Plastic components subjected to vibration and bending can crack beyond repair, creating difficulties in applications where components are largely inaccessible after final assembly. But researchers at the University of Illinois may have found a solution for plastic fatigue. Their self-healing polymer automatically repairs cracks in the plastic as they occur. According to findings reported in Nature magazine, the polymer material regains up to 75% of its original ruggedness after self-healing occurs. Its material structure contains tiny capsules of polymer building blocks known as monomers. A catalyst causes these monomers to link together and form polymeric chains and networks. Cracks in the polymer cause the embedded capsules to break and release the monomers. Once in the catalyst's presence, these monomers form bonds between the fracture faces. This polymer bodes well for the electronics industry, which aims to lower component cost by moving from ceramic and other high-performance packaging materials into lower-cost plastic versions.
A research grant awarded by the National Science Foundation will support NanoSciences Corp. in its efforts to develop a new class of low-threshold, high-efficiency microlaser arrays. The work will center around the company's nanomaterial fabrication technology. In Phase I of the program, NanoSciences will explore the fabrication and characterization of nanochannel materials while seeking to incorporate the photonic crystal into them. The second phase will attempt to design the laser's structure and measure its efficiency. The microlaser arrays promise easy integration into silicon-based photonic devices, making them candidates for use in telecommunications equipment, displays, laser printers, and optical integrated circuits.

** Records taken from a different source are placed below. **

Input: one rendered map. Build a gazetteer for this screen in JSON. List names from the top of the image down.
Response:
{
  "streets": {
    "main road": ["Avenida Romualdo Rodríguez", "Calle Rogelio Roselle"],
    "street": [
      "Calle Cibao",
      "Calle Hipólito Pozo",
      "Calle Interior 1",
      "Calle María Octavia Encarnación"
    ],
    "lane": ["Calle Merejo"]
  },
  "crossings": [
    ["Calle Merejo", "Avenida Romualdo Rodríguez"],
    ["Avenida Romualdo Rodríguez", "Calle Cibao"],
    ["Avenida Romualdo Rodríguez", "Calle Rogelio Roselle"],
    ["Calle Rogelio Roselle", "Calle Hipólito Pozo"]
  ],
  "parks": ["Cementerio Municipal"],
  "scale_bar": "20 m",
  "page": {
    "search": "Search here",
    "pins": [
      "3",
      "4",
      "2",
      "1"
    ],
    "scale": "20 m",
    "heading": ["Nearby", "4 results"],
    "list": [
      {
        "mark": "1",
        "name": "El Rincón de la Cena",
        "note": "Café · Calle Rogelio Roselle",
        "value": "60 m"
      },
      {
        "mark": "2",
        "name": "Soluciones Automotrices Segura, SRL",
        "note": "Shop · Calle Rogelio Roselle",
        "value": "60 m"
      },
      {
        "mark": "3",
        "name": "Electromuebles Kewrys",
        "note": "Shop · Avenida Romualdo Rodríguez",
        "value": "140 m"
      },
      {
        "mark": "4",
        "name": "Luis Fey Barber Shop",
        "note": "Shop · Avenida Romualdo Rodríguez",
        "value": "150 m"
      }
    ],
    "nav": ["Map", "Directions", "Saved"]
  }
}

Physicists at IBM-Almaden have demonstrated a specially patterned magnetic medium that achieves data storage densities up to 100 Gbits/in2. For this, scientists used a focused ion beam to cut into the magnetic material and create isolated magnetic islands. By making these islands smaller than 130 nm, researchers ensured that each would have only one magnetic domain, corresponding to one bit of information. The domains were large enough to be thermally stable even when areal bit density was very high. The issue of thermal stability is one of the challenges facing existing disk-drive technology. Currently, steady increases in data storage density have been obtained by shrinking the size and number of magnetic grains needed to store a single bit of data. So far, that has extended disk-drive technology to about 20 Gbits/in2. Further gains are expected. IBM's findings were reported by the American Institute of Physics in its online publication, Physics News Update.
The wavelet group in the department of applied science at the Lawrence Livermore National Laboratory (LLNL) is studying signal processing using the wavelet transform. A relatively new mathematical tool, the wavelet transform has proven useful in the analysis of various types of signals, from 1D speech, biomedical, and seismic signals to 2D images. A key property is its ability to locate short-time, high-frequency features of a signal and at the same time resolve low-frequency behavior. This constant-Q type of analysis suits "real-world" phenomena very well. LLNL's research is targeting electrocardiogram compression, seismic signal feature extraction, and feature-based wavelet design.
Sharp's improved TFT LCD technology, ASV (advanced super view), has a 170° viewing angle horizontally and vertically, with response time confined to 25 ms or less. Competitive TFT LCD technologies offer response times between 80 and 150 ms. With such a short response time, ASV becomes a strong candidate for full-motion video. Other benefits include the total elimination of bright pixel defects that can be annoying artifacts when a TFT LCD is used in the black mode. Sharp plans to convert much of its TFT LCD production to ASV over the balance of this year. Products incorporating this technology will come along shortly.